The meeting in question occurred in October of 1899 (the date varies depending on the reference used). Butch Cassidy was 34 years old and wanted to retire from the outlaw lifestyle without going to jail. He first contacted Douglas Preston, an attorney he had previously paid to defend another outlaw named Matt Warner. He also contacted Judge Powers in Salt Lake City and Governor Wells of Utah.
He was offered amnesty if he would go to work as an express guard for the Union Pacific Railroad. The deal was to be officially signed at Lost Soldier Stage Station or Pass. Since there is nothing to suggest a pass ever existed with that name, Lone Writer decided to accept the stage station as the most likely meeting place.

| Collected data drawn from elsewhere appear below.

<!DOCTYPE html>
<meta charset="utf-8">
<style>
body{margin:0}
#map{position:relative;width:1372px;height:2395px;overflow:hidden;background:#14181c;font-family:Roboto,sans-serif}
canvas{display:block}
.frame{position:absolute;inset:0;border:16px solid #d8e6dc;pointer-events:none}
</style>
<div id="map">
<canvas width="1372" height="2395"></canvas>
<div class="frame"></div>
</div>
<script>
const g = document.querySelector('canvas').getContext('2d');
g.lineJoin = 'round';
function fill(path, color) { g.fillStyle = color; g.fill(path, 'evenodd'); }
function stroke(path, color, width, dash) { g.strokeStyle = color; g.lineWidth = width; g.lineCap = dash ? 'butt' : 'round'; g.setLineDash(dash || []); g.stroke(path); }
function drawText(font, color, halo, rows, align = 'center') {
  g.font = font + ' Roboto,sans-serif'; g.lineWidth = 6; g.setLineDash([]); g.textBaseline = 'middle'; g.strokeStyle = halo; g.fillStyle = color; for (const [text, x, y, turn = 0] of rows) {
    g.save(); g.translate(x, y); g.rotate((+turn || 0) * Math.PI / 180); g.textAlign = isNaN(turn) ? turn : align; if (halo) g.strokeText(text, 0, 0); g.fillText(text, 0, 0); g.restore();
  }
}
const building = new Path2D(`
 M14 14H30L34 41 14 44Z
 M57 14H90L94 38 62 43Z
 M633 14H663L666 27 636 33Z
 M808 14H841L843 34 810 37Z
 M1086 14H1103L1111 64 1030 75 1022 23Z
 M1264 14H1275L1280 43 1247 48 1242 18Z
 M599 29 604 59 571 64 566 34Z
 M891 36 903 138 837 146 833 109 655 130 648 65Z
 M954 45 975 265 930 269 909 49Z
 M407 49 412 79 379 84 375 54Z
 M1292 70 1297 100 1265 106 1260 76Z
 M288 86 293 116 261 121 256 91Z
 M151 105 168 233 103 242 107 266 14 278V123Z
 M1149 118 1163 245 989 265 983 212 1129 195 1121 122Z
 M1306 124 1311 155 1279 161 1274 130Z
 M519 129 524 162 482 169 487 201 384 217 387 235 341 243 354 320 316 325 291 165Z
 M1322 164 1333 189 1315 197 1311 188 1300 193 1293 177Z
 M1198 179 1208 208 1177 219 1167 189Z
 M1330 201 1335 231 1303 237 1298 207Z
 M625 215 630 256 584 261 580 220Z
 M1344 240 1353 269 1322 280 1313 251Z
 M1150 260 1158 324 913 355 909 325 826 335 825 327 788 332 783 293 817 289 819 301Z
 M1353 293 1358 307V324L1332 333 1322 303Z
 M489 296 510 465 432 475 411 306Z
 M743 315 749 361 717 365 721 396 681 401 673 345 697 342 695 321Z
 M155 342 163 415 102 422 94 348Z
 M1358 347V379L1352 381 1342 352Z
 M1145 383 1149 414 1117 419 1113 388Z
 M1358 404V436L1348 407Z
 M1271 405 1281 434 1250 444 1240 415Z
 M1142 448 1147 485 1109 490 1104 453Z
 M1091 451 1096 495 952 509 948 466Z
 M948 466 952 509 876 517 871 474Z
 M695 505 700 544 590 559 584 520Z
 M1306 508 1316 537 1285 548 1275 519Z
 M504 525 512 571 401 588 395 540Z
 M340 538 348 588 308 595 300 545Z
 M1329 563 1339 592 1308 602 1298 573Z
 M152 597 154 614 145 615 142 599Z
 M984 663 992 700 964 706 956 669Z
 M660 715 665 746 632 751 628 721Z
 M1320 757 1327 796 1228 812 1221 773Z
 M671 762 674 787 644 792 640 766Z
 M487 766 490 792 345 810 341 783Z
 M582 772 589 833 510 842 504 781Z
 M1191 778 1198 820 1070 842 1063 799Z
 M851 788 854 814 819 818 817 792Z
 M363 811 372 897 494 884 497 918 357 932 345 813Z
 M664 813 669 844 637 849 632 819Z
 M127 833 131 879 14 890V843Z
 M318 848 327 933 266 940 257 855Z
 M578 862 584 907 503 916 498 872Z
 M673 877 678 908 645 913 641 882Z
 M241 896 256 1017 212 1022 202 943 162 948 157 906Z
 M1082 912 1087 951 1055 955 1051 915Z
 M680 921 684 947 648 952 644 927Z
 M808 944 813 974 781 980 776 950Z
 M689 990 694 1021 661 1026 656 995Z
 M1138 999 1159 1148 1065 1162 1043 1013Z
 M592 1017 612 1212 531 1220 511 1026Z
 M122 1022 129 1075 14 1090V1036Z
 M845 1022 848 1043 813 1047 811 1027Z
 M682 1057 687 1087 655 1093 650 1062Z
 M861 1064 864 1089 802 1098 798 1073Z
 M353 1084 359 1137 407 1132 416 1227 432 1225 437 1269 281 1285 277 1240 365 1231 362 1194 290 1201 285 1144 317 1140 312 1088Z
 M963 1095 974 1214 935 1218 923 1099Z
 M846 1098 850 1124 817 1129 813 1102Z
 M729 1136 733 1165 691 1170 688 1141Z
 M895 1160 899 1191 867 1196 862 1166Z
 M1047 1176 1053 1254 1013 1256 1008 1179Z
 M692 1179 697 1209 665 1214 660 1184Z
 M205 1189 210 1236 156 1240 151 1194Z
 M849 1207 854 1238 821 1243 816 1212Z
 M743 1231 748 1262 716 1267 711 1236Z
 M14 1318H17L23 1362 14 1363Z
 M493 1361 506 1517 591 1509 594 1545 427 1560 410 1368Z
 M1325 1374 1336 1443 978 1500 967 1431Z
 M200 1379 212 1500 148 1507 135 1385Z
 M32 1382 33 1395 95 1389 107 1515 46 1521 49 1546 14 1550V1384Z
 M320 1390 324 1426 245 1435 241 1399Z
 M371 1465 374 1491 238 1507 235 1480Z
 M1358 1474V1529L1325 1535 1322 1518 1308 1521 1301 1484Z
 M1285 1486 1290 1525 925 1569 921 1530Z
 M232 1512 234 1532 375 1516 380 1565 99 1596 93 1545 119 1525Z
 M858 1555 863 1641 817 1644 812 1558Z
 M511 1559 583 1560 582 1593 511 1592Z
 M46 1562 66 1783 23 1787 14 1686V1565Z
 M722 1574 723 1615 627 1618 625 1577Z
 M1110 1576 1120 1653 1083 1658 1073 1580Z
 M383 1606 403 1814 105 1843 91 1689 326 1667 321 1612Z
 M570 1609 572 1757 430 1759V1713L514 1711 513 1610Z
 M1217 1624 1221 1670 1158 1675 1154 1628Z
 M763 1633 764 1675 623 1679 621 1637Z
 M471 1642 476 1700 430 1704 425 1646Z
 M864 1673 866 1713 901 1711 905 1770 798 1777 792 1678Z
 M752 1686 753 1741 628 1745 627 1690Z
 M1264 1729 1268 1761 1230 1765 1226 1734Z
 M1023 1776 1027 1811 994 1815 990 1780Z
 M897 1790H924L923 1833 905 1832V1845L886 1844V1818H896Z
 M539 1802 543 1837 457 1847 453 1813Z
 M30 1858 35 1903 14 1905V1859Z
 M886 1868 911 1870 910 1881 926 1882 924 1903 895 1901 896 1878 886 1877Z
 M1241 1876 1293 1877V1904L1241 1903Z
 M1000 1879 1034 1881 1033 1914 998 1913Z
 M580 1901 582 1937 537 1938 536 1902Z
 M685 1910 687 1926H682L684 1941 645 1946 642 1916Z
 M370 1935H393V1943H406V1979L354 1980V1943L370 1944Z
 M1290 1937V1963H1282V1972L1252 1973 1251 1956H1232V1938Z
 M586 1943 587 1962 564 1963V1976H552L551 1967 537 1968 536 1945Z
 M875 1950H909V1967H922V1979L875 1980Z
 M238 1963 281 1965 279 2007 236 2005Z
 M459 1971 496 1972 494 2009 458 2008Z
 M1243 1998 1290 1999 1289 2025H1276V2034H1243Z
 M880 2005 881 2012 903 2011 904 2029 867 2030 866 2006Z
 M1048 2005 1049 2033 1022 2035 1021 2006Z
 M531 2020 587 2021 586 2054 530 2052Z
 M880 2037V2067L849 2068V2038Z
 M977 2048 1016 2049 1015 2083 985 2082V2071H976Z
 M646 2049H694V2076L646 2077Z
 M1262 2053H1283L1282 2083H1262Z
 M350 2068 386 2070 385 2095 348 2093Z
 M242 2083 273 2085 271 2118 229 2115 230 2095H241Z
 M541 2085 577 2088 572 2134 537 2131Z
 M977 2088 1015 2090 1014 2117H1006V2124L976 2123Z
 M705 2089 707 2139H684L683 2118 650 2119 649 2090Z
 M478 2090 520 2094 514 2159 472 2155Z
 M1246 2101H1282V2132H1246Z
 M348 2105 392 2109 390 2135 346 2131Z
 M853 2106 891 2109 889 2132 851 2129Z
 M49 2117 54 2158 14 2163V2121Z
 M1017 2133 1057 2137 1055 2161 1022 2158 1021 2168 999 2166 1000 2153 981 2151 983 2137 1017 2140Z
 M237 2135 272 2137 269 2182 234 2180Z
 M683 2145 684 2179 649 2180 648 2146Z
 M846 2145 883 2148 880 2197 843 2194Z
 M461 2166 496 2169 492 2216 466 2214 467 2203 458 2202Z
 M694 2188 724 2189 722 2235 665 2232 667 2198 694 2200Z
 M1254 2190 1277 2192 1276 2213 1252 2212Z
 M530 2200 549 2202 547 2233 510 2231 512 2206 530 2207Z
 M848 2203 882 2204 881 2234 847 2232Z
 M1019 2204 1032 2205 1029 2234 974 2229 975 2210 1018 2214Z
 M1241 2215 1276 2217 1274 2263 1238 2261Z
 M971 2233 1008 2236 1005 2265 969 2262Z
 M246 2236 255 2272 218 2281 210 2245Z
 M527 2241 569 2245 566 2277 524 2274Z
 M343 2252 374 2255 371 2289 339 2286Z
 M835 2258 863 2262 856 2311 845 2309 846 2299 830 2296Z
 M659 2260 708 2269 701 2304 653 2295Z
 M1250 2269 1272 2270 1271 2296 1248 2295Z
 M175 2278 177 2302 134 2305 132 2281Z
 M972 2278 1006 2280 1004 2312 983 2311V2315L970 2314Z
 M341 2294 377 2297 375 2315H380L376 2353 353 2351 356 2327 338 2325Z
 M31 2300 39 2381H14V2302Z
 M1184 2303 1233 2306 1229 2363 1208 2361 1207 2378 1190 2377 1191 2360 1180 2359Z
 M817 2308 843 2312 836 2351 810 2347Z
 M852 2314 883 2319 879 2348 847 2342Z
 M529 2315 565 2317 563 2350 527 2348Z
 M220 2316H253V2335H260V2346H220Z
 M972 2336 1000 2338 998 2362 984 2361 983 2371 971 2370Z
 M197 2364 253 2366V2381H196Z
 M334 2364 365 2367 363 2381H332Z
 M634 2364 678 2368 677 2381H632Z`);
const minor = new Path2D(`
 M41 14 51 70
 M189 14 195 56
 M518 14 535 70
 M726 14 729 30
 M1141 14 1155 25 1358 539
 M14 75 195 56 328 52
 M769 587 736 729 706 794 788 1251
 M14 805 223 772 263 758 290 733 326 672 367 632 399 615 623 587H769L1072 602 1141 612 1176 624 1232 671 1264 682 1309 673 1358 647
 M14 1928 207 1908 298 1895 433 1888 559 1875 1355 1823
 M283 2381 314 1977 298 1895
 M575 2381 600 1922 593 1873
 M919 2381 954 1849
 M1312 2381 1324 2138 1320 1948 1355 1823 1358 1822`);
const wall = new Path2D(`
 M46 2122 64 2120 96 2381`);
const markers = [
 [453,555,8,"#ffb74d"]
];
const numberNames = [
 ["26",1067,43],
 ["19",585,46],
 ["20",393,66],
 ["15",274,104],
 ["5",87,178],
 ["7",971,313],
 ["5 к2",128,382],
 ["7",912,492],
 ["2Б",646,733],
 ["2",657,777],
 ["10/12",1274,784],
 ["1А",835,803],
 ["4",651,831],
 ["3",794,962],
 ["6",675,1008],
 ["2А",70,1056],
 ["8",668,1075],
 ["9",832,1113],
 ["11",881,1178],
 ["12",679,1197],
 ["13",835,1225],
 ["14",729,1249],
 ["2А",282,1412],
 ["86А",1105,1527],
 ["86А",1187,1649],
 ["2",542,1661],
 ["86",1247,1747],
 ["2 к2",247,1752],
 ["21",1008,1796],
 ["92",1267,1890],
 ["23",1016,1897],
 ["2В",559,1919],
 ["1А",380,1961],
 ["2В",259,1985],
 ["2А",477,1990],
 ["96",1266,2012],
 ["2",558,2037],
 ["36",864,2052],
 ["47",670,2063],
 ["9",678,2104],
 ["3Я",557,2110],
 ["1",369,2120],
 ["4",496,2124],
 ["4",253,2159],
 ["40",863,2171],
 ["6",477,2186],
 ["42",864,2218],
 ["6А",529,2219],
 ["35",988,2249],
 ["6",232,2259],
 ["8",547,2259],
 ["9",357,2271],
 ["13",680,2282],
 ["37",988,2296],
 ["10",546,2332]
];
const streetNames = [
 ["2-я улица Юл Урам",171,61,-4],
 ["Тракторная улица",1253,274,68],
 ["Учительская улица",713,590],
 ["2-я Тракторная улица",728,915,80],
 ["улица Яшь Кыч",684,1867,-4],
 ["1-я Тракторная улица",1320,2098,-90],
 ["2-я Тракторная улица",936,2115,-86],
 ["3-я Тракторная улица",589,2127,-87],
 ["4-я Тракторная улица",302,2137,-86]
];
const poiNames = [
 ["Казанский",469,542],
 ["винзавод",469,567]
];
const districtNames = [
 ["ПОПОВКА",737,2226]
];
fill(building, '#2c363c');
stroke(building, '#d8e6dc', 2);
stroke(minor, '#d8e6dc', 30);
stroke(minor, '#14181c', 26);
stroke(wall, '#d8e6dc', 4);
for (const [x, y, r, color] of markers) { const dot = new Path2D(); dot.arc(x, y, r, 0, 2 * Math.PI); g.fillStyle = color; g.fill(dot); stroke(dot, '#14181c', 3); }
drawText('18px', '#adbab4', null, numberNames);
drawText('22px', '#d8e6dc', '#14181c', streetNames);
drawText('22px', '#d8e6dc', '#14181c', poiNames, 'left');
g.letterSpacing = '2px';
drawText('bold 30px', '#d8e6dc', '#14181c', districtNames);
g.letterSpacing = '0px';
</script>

Making that assumption was a giant leap for the mission to find the meeting place, but there was still a major mystery to solve. It seemed no one knew where the Lost Soldier Stage Station was. In fact, numerous phone calls and many hours of Internet surfing could not even produce the exact route the stage used. A journal was found written by Colonel Richard Hulbert Wilson in 1897, describing his ride on the stage. It included the names of the stage stations and numerous landmarks. The information in the journal was enough to get the tires rolling.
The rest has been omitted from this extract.